Task input section start

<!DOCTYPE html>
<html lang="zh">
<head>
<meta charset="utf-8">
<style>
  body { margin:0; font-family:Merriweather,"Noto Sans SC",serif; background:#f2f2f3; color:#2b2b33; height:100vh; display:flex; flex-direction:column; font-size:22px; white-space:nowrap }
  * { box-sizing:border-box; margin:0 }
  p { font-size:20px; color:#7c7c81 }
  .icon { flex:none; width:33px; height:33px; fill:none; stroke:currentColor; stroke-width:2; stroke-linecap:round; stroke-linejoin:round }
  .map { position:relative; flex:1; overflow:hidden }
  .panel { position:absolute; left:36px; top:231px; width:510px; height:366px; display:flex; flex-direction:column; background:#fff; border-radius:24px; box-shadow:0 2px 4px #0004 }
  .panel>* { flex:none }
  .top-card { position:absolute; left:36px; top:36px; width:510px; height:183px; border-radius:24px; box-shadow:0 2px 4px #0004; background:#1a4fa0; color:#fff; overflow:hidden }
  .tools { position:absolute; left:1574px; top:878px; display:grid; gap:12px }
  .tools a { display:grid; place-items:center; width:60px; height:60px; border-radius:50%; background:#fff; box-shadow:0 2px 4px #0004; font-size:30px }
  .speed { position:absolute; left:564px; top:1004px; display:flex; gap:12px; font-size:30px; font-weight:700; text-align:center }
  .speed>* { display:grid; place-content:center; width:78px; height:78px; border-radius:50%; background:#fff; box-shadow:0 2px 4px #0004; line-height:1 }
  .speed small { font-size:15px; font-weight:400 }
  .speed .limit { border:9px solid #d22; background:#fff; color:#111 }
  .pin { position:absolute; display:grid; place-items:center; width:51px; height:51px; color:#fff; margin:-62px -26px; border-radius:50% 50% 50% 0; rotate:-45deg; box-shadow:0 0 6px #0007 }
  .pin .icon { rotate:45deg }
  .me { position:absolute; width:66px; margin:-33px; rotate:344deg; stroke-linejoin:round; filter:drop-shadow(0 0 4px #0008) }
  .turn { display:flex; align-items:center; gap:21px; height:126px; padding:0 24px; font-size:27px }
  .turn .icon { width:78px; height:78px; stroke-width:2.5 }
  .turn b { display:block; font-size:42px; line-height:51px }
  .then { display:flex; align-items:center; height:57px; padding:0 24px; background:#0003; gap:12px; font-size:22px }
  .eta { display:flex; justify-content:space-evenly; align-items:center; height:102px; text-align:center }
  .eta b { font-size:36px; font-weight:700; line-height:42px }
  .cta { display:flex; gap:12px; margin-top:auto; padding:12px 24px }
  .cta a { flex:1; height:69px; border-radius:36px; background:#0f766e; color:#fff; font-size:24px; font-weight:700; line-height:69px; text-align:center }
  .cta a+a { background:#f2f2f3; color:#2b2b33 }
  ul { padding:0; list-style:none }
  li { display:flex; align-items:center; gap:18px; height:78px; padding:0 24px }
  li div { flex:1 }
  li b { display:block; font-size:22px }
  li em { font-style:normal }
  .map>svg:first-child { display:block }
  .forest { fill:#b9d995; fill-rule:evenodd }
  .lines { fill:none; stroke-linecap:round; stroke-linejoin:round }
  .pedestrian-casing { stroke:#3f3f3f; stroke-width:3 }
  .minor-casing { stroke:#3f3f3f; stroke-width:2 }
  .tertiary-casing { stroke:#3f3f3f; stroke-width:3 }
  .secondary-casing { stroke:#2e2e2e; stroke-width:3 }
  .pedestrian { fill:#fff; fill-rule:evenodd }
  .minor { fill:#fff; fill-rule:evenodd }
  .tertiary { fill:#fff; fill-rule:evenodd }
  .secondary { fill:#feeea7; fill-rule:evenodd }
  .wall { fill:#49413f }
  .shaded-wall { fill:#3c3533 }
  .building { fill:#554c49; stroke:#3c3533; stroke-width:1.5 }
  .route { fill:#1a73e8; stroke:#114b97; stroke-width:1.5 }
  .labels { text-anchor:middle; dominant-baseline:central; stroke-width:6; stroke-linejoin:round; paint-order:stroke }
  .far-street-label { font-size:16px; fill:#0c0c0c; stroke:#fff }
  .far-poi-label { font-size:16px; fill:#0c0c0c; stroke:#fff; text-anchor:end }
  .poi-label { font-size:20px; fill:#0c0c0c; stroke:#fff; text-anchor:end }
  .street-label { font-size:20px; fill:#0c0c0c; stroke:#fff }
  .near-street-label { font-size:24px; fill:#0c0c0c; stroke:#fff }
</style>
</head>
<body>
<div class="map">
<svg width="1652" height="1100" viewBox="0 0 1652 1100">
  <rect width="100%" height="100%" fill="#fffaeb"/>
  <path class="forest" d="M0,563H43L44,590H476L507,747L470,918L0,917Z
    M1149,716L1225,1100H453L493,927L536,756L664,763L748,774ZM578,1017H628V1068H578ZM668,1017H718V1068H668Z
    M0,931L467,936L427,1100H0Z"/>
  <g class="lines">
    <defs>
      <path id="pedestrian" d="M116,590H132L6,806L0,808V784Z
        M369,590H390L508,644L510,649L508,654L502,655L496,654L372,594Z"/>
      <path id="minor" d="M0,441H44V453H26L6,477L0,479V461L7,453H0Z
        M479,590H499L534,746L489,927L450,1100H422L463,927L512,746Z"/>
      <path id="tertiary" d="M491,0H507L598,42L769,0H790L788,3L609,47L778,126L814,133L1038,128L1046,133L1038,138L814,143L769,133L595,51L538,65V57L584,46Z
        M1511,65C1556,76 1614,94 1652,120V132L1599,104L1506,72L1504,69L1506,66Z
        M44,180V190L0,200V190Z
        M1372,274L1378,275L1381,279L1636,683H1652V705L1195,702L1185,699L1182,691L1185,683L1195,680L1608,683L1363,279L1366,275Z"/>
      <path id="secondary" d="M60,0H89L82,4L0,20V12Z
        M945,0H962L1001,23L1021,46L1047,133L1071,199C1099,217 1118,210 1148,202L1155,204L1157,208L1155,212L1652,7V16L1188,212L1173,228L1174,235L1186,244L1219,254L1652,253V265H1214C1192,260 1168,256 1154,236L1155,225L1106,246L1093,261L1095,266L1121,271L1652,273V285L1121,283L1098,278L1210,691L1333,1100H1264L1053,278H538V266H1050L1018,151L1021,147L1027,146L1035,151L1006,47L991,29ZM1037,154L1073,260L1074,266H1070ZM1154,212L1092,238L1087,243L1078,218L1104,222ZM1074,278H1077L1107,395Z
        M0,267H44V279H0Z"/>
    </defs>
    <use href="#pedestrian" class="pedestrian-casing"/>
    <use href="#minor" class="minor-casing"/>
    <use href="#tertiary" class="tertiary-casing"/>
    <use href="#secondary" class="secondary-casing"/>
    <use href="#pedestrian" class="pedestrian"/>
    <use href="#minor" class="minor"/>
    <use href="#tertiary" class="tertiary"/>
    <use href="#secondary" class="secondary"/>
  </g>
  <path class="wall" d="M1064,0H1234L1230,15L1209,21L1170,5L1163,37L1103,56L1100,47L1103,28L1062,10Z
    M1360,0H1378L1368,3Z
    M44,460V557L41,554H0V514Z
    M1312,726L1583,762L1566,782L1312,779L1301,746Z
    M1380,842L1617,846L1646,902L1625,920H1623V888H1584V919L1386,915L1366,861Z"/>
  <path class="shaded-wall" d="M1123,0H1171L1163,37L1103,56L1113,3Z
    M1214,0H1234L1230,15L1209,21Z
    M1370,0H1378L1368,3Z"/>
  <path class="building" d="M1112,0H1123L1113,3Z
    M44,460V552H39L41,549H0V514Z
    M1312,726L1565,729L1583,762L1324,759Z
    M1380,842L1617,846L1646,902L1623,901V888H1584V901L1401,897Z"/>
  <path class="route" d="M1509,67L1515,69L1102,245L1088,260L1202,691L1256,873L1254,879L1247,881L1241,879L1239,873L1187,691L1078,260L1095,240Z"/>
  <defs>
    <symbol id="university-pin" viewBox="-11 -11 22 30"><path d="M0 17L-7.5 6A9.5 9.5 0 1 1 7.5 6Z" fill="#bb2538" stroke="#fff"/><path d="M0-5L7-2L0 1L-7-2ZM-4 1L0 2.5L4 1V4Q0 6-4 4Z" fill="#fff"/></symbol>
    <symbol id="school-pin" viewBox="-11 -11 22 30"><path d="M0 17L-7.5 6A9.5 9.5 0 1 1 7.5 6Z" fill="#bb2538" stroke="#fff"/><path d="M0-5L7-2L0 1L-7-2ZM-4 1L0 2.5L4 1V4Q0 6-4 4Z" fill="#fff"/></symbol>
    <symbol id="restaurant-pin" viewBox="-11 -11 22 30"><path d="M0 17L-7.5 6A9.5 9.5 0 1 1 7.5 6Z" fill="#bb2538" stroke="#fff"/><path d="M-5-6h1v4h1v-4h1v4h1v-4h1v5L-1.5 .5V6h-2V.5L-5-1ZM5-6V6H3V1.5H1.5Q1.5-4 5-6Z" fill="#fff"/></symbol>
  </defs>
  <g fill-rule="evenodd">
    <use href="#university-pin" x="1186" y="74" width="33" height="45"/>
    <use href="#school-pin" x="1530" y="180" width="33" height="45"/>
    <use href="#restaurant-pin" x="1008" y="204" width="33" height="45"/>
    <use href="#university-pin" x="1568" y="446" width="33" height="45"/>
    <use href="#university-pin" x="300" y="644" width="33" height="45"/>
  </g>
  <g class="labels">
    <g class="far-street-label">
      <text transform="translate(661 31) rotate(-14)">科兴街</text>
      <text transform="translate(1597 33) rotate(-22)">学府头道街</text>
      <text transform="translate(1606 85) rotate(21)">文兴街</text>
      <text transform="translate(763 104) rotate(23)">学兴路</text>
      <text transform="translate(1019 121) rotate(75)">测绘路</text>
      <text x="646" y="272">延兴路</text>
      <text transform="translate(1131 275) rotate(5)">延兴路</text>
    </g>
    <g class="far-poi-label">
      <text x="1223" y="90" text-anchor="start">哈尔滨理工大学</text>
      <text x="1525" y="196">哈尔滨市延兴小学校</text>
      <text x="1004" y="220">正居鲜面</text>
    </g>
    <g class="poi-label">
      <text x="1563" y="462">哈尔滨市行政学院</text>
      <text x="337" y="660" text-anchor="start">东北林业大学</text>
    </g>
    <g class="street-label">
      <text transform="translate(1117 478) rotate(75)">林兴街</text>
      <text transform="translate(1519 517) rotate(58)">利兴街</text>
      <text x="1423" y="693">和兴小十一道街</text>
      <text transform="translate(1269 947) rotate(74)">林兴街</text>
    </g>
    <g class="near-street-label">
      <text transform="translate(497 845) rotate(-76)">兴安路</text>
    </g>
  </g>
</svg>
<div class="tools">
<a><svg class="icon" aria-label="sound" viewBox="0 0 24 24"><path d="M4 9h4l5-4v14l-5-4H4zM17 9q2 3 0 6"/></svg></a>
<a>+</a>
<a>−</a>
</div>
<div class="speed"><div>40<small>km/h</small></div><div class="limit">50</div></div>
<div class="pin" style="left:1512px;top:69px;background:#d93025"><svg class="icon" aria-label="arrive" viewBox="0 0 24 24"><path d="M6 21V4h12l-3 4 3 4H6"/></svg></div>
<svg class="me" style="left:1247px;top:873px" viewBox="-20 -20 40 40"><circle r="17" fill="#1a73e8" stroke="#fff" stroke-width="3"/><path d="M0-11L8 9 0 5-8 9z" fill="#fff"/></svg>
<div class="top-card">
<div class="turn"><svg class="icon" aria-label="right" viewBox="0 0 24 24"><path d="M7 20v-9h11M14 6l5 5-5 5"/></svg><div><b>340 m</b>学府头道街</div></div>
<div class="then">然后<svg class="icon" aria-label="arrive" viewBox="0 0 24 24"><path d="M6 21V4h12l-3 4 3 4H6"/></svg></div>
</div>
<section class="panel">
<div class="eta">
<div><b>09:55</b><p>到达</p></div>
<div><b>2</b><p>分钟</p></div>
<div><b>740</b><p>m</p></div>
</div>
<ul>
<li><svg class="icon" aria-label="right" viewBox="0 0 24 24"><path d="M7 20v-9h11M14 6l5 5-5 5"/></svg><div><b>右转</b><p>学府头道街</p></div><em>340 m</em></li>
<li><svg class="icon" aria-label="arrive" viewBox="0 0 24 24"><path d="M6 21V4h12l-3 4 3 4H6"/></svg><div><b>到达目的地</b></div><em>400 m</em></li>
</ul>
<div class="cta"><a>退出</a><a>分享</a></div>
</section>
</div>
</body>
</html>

Task input section end

Problem »
Every line in the entries above that mentions the word "symbol" must be shown.

Solution »
    <symbol id="university-pin" viewBox="-11 -11 22 30"><path d="M0 17L-7.5 6A9.5 9.5 0 1 1 7.5 6Z" fill="#bb2538" stroke="#fff"/><path d="M0-5L7-2L0 1L-7-2ZM-4 1L0 2.5L4 1V4Q0 6-4 4Z" fill="#fff"/></symbol>
    <symbol id="school-pin" viewBox="-11 -11 22 30"><path d="M0 17L-7.5 6A9.5 9.5 0 1 1 7.5 6Z" fill="#bb2538" stroke="#fff"/><path d="M0-5L7-2L0 1L-7-2ZM-4 1L0 2.5L4 1V4Q0 6-4 4Z" fill="#fff"/></symbol>
    <symbol id="restaurant-pin" viewBox="-11 -11 22 30"><path d="M0 17L-7.5 6A9.5 9.5 0 1 1 7.5 6Z" fill="#bb2538" stroke="#fff"/><path d="M-5-6h1v4h1v-4h1v4h1v-4h1v5L-1.5 .5V6h-2V.5L-5-1ZM5-6V6H3V1.5H1.5Q1.5-4 5-6Z" fill="#fff"/></symbol>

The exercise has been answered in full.